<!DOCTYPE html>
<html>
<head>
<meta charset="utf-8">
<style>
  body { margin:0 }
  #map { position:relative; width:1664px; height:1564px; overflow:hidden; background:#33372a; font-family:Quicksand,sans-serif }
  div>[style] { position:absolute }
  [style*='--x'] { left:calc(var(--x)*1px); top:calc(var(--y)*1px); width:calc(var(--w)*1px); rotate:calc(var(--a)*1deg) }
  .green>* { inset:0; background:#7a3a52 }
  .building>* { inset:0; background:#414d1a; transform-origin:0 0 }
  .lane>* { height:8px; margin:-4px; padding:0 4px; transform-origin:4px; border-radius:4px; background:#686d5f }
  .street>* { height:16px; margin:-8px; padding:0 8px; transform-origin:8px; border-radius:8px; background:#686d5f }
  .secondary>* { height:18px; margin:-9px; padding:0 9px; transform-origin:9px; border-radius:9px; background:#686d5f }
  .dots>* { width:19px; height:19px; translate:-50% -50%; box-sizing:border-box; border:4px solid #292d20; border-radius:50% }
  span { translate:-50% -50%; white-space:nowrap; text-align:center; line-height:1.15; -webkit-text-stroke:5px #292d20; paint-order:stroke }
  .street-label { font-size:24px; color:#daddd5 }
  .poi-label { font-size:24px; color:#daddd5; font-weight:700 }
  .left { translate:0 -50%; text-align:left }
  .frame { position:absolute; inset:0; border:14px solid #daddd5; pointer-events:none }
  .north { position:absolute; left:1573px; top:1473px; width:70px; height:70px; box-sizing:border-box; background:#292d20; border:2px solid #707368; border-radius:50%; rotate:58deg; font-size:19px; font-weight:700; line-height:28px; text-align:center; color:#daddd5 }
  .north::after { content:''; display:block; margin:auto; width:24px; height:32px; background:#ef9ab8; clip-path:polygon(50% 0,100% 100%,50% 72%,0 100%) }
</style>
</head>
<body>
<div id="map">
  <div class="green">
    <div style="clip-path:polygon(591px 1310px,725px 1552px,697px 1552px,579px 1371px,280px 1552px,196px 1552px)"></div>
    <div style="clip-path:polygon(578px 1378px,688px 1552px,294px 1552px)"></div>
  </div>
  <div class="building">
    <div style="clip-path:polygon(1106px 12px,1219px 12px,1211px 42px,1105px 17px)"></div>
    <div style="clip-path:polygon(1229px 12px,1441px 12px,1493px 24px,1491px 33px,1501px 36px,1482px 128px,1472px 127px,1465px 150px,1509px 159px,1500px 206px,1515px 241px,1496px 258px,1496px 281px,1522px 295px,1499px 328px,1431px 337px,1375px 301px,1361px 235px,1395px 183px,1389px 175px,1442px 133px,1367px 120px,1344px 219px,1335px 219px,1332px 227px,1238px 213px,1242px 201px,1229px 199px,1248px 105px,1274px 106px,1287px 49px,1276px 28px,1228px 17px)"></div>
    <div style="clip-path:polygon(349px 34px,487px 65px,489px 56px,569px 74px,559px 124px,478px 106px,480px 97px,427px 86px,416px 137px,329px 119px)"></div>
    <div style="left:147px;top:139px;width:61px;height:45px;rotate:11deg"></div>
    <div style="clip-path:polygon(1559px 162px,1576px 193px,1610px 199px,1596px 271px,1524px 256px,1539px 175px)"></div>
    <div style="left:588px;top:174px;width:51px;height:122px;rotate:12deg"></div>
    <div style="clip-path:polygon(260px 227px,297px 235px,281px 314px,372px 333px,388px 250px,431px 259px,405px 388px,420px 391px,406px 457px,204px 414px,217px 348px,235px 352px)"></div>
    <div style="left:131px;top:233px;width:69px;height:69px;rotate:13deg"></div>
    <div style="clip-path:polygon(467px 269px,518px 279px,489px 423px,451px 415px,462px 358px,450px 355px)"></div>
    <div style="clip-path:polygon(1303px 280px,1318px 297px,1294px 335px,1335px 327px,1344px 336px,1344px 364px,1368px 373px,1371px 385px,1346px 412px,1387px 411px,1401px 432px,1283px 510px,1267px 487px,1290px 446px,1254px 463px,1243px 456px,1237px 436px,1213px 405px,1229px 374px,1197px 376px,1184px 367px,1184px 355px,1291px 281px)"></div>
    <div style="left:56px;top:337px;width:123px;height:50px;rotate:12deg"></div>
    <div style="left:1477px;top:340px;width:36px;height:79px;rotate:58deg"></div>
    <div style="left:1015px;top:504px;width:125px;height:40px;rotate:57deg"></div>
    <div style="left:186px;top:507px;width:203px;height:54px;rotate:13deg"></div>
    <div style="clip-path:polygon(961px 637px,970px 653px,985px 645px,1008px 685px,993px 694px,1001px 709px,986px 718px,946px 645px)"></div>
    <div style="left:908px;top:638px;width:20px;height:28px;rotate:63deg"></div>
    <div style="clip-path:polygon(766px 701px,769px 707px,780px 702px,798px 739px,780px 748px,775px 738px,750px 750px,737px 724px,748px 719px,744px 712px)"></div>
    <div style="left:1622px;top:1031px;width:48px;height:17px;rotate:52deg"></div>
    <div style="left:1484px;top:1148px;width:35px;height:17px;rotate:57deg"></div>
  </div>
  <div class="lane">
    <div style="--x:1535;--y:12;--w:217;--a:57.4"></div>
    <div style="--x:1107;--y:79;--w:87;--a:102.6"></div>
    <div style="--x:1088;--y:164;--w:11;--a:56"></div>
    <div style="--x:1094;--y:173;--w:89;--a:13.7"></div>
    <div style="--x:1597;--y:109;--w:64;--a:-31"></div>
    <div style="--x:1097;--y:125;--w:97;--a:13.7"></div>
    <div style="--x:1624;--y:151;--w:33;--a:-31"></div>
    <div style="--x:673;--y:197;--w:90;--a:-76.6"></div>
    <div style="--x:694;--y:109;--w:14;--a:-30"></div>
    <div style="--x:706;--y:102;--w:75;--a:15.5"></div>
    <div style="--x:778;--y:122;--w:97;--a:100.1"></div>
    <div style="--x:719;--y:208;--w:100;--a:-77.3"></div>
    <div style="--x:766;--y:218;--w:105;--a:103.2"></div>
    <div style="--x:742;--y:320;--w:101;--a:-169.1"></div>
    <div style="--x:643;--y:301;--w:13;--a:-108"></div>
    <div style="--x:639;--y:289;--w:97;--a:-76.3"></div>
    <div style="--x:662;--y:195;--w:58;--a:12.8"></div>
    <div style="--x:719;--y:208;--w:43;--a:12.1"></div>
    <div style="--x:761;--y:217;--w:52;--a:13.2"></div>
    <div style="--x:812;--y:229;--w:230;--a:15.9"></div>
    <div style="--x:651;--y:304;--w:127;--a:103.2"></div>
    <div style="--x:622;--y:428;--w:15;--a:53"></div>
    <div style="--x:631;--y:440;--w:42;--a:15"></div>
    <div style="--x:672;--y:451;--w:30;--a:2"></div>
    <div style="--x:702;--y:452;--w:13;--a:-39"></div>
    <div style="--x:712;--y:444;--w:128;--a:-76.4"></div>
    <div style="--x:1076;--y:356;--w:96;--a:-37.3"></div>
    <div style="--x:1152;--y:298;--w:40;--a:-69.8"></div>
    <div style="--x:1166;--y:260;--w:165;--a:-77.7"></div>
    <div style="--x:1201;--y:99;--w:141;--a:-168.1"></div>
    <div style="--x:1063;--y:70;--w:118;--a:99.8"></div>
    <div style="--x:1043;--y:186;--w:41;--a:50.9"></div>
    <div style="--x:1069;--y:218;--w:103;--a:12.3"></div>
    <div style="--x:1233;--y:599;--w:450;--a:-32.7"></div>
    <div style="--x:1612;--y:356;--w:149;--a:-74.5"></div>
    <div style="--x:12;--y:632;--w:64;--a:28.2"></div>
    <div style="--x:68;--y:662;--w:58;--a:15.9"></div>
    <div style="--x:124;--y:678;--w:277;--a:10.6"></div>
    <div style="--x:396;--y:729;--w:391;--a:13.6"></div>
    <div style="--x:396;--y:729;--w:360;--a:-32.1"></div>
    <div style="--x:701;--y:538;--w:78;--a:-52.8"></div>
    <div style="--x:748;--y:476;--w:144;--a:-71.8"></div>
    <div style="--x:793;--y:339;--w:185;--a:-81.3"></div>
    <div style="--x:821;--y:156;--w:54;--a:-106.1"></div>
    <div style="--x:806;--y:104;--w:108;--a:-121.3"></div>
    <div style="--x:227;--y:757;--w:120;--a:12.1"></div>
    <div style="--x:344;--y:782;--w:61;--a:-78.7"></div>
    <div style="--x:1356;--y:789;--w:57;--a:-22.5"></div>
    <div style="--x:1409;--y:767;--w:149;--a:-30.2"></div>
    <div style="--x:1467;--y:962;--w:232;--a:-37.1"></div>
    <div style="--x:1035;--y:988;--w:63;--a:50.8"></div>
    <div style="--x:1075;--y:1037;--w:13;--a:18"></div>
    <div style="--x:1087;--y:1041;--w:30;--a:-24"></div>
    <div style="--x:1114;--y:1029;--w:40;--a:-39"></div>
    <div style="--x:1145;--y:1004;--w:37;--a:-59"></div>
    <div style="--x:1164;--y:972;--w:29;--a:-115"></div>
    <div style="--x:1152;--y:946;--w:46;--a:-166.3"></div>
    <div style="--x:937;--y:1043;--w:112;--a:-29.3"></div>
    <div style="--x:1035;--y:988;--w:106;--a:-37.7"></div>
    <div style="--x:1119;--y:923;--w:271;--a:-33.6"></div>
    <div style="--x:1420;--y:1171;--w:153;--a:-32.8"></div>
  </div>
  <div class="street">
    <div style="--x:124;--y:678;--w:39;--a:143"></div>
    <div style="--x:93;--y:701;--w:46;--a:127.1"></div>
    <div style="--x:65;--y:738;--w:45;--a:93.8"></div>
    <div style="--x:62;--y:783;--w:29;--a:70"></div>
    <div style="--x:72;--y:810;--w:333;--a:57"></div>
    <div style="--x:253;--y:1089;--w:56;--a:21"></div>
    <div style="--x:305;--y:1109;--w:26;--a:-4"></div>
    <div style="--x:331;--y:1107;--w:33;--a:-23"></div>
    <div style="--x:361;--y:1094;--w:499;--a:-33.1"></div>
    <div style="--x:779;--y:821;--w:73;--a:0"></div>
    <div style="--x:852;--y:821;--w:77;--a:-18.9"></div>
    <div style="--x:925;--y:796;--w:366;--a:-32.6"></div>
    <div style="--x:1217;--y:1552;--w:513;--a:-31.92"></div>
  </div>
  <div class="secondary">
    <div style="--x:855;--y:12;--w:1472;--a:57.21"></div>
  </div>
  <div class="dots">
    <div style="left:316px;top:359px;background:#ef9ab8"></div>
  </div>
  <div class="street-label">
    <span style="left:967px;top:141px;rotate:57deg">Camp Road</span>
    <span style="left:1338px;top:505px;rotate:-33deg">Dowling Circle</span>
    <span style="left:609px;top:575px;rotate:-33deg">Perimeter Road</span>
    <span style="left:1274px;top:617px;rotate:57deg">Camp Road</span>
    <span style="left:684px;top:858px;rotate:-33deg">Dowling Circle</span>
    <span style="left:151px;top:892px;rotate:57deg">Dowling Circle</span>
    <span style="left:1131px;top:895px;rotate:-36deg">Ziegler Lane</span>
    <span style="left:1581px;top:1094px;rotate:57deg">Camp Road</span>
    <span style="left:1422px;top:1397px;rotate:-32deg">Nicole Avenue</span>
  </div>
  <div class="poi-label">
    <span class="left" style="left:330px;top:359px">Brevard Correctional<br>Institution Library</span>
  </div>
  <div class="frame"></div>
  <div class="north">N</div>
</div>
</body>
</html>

+-------+

# Required work:
In the records, find every line that has the string "translate" and copy it.

# Output:
  .dots>* { width:19px; height:19px; translate:-50% -50%; box-sizing:border-box; border:4px solid #292d20; border-radius:50% }
  span { translate:-50% -50%; white-space:nowrap; text-align:center; line-height:1.15; -webkit-text-stroke:5px #292d20; paint-order:stroke }
  .left { translate:0 -50%; text-align:left }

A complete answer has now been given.